# Extracted material:
=====

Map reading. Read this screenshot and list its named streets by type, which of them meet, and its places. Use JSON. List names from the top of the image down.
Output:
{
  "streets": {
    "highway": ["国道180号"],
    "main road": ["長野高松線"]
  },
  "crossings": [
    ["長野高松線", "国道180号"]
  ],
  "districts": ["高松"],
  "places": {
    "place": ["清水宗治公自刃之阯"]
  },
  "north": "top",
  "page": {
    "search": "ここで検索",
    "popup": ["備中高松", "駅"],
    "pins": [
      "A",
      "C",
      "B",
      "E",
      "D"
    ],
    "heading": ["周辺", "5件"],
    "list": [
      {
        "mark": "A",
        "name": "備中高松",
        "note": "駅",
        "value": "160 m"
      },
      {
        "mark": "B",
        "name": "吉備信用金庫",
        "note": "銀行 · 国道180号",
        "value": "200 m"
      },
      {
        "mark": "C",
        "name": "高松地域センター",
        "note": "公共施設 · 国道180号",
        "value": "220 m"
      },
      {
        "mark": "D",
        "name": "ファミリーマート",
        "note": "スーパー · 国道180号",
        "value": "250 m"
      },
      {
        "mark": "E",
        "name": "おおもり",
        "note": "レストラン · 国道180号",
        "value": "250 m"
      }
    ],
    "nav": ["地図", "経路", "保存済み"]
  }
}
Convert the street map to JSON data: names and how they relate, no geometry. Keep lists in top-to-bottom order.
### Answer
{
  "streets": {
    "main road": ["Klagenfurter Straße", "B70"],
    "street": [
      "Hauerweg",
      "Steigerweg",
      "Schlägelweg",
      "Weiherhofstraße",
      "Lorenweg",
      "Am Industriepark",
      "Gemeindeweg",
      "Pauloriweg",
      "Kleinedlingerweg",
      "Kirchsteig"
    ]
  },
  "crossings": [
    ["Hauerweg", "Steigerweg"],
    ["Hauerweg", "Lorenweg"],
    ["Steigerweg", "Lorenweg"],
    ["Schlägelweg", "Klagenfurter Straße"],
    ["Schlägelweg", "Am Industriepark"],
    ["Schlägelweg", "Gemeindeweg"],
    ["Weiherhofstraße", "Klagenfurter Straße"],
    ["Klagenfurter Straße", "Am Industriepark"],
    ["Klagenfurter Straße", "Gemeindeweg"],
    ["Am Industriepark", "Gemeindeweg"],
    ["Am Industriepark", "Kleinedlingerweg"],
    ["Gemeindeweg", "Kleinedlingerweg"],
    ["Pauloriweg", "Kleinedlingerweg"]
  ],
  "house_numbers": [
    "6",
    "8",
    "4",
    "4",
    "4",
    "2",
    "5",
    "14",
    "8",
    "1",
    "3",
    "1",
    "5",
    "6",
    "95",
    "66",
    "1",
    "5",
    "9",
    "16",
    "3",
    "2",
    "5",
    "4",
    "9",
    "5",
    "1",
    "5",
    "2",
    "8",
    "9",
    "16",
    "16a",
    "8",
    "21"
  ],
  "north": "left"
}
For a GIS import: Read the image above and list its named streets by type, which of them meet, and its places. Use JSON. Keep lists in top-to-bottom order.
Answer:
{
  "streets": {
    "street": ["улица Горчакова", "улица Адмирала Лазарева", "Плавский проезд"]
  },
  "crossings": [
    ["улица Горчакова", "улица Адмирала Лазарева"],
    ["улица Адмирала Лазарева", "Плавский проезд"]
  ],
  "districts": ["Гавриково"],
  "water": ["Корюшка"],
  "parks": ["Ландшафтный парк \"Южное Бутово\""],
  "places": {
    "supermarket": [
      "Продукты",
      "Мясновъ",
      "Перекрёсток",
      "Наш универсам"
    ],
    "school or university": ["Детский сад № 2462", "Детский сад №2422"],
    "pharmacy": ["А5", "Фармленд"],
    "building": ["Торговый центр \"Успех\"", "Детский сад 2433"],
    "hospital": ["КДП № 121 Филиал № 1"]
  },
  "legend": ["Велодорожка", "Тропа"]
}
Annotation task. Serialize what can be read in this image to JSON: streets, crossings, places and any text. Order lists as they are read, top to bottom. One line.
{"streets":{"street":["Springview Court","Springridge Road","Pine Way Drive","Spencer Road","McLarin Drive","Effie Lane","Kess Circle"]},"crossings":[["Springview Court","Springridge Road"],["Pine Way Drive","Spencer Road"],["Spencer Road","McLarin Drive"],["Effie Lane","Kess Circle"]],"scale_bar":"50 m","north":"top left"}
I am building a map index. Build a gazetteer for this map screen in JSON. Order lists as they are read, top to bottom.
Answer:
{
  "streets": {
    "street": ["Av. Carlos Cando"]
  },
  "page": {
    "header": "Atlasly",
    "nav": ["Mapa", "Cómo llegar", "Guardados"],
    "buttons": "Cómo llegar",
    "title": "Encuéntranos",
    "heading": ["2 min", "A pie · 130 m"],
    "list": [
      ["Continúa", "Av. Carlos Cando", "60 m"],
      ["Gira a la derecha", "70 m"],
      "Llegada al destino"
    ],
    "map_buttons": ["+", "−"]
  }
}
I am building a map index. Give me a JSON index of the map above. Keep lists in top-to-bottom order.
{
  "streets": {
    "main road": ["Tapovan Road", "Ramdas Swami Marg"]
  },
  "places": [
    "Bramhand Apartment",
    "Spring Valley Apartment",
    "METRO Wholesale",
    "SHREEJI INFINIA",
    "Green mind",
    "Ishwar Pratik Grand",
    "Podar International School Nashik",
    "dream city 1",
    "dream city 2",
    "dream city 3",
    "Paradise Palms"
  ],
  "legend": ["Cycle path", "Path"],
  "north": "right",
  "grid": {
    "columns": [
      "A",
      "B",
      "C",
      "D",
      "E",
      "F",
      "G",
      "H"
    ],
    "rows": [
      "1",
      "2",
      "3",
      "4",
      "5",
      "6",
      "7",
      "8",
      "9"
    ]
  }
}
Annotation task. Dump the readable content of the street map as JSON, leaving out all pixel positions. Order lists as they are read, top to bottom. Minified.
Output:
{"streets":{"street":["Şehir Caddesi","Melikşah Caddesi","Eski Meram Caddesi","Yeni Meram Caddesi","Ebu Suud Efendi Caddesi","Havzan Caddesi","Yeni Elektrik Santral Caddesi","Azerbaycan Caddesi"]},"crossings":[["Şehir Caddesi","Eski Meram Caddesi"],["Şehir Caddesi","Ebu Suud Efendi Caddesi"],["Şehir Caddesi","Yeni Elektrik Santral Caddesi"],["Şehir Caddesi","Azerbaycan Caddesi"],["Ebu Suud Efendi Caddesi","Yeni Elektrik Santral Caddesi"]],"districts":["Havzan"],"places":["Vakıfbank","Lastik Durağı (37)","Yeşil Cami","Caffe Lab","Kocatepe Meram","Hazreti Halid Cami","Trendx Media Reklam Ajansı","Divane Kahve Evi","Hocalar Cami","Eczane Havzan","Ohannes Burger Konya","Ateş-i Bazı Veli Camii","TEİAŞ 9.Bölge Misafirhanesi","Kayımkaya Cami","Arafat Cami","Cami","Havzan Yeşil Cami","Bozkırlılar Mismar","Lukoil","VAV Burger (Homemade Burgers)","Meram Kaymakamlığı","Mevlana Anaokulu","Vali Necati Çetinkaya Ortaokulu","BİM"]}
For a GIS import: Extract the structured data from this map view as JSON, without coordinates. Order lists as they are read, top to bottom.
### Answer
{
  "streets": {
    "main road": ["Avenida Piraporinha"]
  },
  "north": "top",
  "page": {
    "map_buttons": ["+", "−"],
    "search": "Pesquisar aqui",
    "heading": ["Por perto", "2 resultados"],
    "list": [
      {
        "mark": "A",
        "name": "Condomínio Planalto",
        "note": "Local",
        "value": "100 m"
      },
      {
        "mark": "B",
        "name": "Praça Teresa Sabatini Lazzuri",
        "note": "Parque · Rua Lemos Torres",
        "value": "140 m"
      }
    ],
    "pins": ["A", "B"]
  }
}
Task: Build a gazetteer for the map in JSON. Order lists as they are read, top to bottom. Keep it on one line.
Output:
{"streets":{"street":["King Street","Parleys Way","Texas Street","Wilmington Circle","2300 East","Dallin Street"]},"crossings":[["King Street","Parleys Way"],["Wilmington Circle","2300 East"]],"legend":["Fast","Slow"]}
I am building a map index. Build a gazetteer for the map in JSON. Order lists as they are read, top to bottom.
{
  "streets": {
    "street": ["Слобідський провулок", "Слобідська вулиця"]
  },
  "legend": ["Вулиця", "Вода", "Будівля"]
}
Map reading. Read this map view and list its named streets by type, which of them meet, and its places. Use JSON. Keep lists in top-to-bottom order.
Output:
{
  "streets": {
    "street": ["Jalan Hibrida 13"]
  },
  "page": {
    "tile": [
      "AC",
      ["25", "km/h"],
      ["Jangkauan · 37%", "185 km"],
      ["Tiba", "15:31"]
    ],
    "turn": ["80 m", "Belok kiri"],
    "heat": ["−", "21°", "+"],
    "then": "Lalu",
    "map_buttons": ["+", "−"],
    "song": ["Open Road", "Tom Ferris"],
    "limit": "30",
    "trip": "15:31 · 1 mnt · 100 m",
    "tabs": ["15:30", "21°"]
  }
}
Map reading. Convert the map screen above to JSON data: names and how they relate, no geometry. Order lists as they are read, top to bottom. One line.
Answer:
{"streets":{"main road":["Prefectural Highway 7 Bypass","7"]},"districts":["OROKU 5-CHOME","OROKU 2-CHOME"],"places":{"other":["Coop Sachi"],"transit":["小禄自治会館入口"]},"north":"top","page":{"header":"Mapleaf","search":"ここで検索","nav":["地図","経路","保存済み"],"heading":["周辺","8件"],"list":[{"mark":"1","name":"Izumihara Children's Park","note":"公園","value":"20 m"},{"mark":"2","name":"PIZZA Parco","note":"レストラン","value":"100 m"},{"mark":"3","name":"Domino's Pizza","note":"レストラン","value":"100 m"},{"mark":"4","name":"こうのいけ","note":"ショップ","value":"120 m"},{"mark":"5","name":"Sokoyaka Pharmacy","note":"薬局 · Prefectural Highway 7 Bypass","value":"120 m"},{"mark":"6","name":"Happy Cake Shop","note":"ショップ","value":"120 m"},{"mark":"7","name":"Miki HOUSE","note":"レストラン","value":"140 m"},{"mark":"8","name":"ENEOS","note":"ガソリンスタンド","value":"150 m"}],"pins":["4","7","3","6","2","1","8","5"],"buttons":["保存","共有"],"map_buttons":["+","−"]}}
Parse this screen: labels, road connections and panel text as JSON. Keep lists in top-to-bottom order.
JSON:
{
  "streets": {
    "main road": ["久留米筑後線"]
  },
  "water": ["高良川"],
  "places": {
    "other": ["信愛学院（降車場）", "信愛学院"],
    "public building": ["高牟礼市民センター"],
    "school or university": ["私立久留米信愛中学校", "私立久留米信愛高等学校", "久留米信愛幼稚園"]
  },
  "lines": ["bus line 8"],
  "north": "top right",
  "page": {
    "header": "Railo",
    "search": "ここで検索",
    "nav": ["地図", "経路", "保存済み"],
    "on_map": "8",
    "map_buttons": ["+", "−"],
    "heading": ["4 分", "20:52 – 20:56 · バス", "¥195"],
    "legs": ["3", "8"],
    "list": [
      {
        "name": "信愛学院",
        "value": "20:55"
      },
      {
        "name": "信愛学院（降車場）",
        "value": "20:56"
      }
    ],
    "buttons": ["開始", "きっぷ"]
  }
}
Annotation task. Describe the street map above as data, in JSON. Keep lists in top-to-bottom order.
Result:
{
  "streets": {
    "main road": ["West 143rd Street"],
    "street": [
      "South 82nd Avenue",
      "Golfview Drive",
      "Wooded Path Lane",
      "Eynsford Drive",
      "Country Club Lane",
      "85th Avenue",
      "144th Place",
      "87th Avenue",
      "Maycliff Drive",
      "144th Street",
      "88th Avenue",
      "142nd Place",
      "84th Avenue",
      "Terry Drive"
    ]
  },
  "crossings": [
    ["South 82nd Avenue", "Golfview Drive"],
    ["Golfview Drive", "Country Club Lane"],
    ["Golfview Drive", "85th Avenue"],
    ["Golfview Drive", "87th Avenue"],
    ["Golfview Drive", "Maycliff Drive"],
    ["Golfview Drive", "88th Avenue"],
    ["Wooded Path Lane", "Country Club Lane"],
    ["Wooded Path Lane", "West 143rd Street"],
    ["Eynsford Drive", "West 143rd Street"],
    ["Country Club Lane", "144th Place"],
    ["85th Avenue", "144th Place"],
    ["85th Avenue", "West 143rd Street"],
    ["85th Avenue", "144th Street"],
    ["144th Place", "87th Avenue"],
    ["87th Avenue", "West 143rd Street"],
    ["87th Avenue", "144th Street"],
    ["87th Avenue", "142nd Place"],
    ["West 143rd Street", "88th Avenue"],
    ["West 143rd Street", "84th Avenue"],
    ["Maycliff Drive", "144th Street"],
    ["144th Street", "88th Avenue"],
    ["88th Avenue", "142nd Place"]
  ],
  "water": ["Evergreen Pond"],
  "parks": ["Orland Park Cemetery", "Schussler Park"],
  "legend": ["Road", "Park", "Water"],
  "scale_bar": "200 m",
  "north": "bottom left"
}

=====

# Problem description:
In which lines of the material above does the string "from" occur? Copy them all.

# Your response:
Map reading. Read this screenshot and list its named streets by type, which of them meet, and its places. Use JSON. List names from the top of the image down.
For a GIS import: Extract the structured data from this map view as JSON, without coordinates. Order lists as they are read, top to bottom.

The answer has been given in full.